These days, it seems like there's a new report of corporate data breaches every day. According to the Federal Bureau of Investigation's 2017 Internet Crime Report, cyber crime victims lost approximately $1.42 billion. Furthermore, research from IBM Security and Ponemon Institute revealed the average organization that experiences a data breach loses $7.01 to $7.35 million.
With costs so high, HR needs to take steps to increase everyone's ability to identify and prevent risks as they occur.
Why cybersecurity training is important
Employees in any position within the organization are at risk for cyber crime, even if they do not have direct access to sensitive information. If someone with malicious intent obtains an employee's data, such as his or her email password, they may be able to leverage it into greater access to company data.
Everyone from the CEO down needs to understand the importance of cybersecurity awareness so that he or she can remain vigilant against it. Otherwise, individuals may not realize they are being taken advantage of until it is too late.
When employees learn about the various types of scams that are prevalent online, they will be more likely to report suspicious activity when it occurs. Likewise, they will have the skills and knowledge necessary to avoid these scams when they spot them. Considering the high cost of cyber attacks, all organizations should include cybersecurity as an essential part of all employee training programs.

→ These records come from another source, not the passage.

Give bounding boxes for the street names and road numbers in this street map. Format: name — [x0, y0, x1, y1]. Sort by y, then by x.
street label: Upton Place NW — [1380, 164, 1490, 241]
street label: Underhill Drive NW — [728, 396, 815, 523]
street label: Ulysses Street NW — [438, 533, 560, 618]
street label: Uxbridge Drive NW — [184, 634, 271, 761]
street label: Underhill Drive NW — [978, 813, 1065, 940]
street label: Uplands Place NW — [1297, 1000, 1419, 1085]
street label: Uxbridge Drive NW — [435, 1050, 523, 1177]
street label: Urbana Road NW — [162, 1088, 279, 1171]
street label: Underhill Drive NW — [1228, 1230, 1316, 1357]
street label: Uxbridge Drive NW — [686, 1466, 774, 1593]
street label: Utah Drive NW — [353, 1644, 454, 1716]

How cyber crime impacts businesses
At best, a data breach represents an unexpected cost for an organization; at worst, it is a serious risk to the organization's continued existence. Small businesses are especially susceptible to the negative impact of data breaches. According to research from Champlain College, 50 percent of data breaches occur at small businesses with fewer than 1,000 employees. Furthermore, 60 percent of small businesses fail within six months of a cyber attack.

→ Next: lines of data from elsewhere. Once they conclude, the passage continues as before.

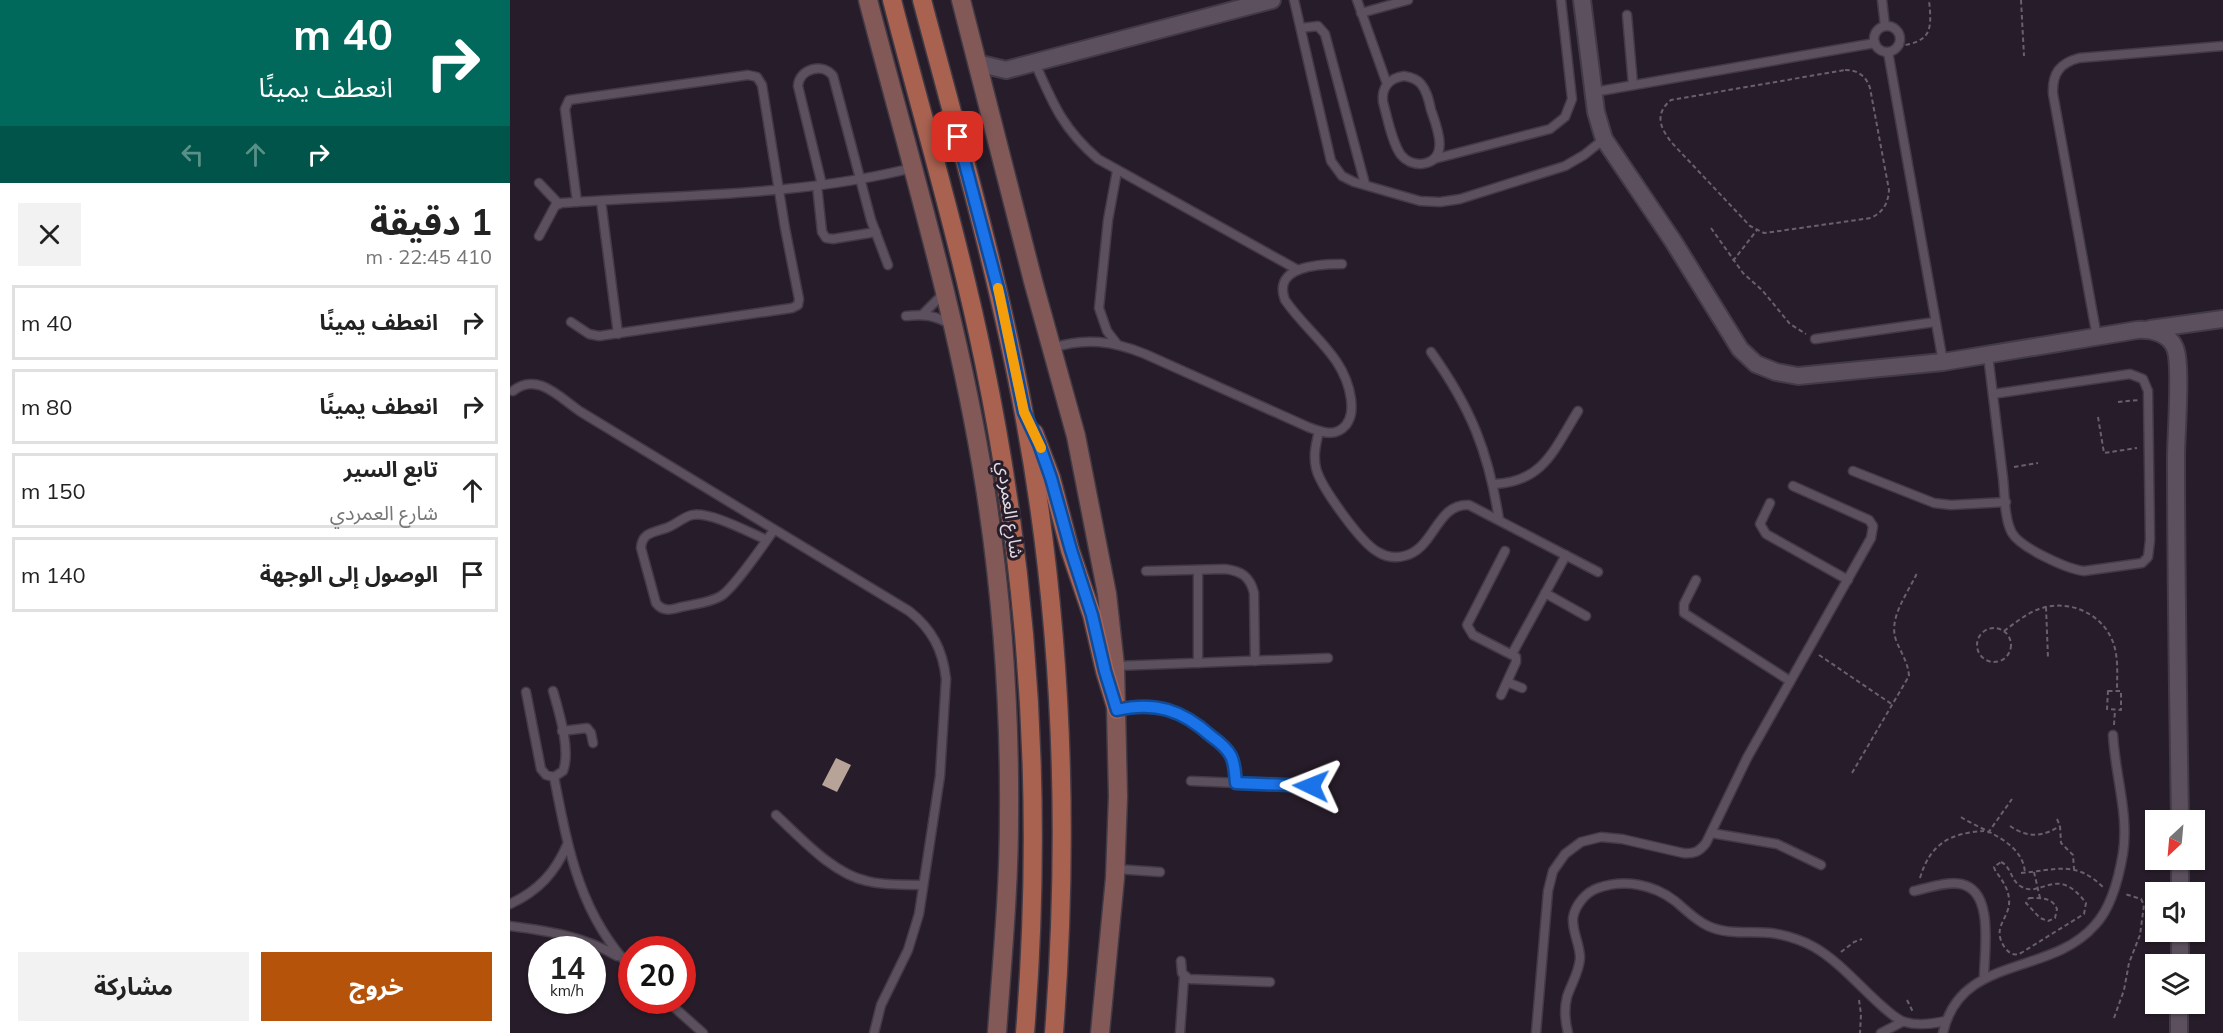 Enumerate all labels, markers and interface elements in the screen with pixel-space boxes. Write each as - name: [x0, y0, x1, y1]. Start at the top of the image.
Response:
- text: 40 m: [293, 8, 393, 61]
- icon: right: [414, 24, 492, 102]
- text: انعطف يمينًا: [259, 70, 393, 104]
- pin: [932, 111, 983, 162]
- icon: arrive: [941, 120, 974, 153]
- icon: left: [176, 138, 209, 171]
- icon: ahead: [239, 138, 272, 171]
- icon: right: [302, 138, 335, 171]
- text: 1 دقيقة: [370, 199, 492, 244]
- button: close: [18, 203, 81, 266]
- text: 410 m · 22:45: [366, 244, 492, 269]
- icon: right: [456, 306, 489, 339]
- text: انعطف يمينًا: [319, 308, 438, 336]
- text: 40 m: [21, 309, 72, 337]
- icon: right: [456, 390, 489, 423]
- text: انعطف يمينًا: [319, 392, 438, 420]
- text: 80 m: [21, 393, 72, 421]
- text: تابع السير: [344, 455, 438, 483]
- street label: شارع العمردي: [989, 460, 1029, 560]
- icon: ahead: [456, 474, 489, 507]
- text: 150 m: [21, 477, 86, 505]
- text: شارع العمردي: [330, 500, 438, 525]
- icon: arrive: [456, 558, 489, 591]
- text: الوصول إلى الوجهة: [260, 560, 438, 588]
- text: 140 m: [21, 561, 86, 589]
- position arrow: [1279, 754, 1343, 818]
- north arrow: [2145, 810, 2205, 870]
- map controls: [2145, 810, 2205, 1014]
- button: sound: [2145, 882, 2205, 942]
- speed limit sign: 20: [618, 936, 696, 1014]
- text: 14: [549, 949, 585, 987]
- button: مشاركة: [18, 952, 249, 1021]
- button: خروج: [261, 952, 492, 1021]
- button: layers: [2145, 954, 2205, 1014]
- text: km/h: [550, 981, 584, 1000]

Larger companies can bear the extreme costs of a cyber attack, but that doesn't mean they escape unscathed. Companies that lose data also lose the trust of their clients and customers. In the long run, this impacts the organization's ability to attract new business or hold on to its current customer base.
"Data breaches cost companies millions of dollars per year, and open staffing firms like us up to litigation," says Navjit Dang, Senior Recruiting Manager for Beacon Hill's Technologies Division in Madison. "We deal with wealth of personal information related to hiring – proper handling and care in acquisition, distribution and destruction of this information is critical to prevent identity theft."
As organizations in every industry leverage connected technologies, they become more exposed to cyber crime threats. Organizations not only have to worry about incoming cyber attacks, but also data leaving the company with an unsuspecting employee. Workers who take work home or with them on the road also represent a significant threat. Therefore, HR must work with leadership to develop policies and programs to encourage safe data practices.
What HR can do to prevent costly breaches
According to the Society for Human Resource Management, HR can help prevent the damaging impact of cyber attacks by showing employees how to identify common scams. Anyone with a business email address is a potential target for scammers.
"If you have employees who have access to your system, you're going to need to make sure they're adequately trained to spot things like malicious emails. You need to run tests, [such as] a test phishing e-mail, and see how many people click on it. That'll give you information on the extent to which your employees are tuned in to [potential scams]," cybersecurity lawyer Michael Morgan told SHRM.
When employees and leaders are aware of the threats and equipped to deal with them, the company will see more opportunities to reduce risk and promote safe and ethical data practices.